Building a Hackintosh with OpenCore v0.5.5
Just buy an iMac
I’m a fan of MacOS; it looks nice and is generally easy to use. However, I’m not a fan of Apple’s desktop hardware. None of Apple’s desktop lineup, except for the Mac Pro perhaps, have GPUs suitable for gaming.
- Mac Mini: only has an iGPU
- iMac: rx580 (old)
- Mac Pro: too expensive
Apple suggests using an external GPU to boost graphics performance, but this requires buying a ~$300 GPU enclosure and suffering a 5% to 30% performance penalty. Nvidia makes the best gaming GPUs, but their latest cards are not supported by MacOS because Apple’s managers hate Nvidia’s managers.

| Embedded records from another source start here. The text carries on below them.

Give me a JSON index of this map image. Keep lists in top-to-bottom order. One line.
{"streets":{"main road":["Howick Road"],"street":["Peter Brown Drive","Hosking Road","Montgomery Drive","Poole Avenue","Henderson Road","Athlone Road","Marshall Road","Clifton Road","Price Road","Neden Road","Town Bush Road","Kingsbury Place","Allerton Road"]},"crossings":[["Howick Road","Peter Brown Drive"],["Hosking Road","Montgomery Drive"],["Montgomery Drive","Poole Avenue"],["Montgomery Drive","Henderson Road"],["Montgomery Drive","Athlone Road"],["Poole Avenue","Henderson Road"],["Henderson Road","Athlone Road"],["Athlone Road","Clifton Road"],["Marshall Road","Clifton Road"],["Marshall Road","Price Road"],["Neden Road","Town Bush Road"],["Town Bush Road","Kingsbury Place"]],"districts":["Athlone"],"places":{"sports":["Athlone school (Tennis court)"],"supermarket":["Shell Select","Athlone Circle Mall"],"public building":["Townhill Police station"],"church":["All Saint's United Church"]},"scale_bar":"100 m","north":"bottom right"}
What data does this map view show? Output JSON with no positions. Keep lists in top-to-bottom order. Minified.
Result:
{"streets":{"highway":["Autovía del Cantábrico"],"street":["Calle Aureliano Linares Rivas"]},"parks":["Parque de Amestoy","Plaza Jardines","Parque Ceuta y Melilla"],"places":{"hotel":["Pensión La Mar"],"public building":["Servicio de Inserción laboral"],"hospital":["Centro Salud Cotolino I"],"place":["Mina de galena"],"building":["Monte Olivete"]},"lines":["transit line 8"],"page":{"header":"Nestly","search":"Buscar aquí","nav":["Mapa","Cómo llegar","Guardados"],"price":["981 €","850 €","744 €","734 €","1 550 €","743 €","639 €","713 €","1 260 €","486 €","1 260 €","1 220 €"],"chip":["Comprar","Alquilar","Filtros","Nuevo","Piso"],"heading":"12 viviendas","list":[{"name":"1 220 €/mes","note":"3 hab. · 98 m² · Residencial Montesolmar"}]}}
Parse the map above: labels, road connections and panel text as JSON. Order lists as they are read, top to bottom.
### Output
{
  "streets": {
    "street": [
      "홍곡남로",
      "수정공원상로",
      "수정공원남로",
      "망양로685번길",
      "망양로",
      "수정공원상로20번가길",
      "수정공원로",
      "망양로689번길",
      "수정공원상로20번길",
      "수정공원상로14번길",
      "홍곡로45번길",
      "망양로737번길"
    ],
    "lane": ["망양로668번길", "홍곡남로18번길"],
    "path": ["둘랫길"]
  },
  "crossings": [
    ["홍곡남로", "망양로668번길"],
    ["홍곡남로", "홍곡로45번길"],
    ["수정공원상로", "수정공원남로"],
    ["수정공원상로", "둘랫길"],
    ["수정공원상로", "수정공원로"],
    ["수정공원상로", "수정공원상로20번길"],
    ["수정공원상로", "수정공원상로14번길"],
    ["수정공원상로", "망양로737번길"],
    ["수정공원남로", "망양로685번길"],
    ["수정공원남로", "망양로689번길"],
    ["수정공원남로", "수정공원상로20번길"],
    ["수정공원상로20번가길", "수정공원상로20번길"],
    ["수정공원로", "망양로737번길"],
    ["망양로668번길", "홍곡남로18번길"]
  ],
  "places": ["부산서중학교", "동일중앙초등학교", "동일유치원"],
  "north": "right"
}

Apple doesn’t sell a decent gaming machine, but a Hackintosh should support new AMD GPUs (and any Nvidia hardware if dualbooting Windows).
Hardware
- Motherboard: z390 Designare
- CPU: Intel i9 9900k
- GPU: 5700XT
- NVMe: Silicon Power A80
- Case: Cerberus X
- PSU: Corsair SF750
- Case fans: Noctua NF-A12x25
- CPU fan: Noctua NH-C14S
- DDR4: 32GB
The OpenCore experience
Some say building a Hackintosh is “easy” and suggest it to non-technical consumers interested in MacOS. Here are some of the tasks one is expected to do during an OpenCore install:
- Edit XML
- Manually mount a partition of a USB drive
- Select drivers, quirks, and other config appropriate for your hardware (e.g. does your motherboard require the AWAC patch)
- Compile and decompile binary config files
- Troubleshoot without error messages or stacktraces (blackscreens)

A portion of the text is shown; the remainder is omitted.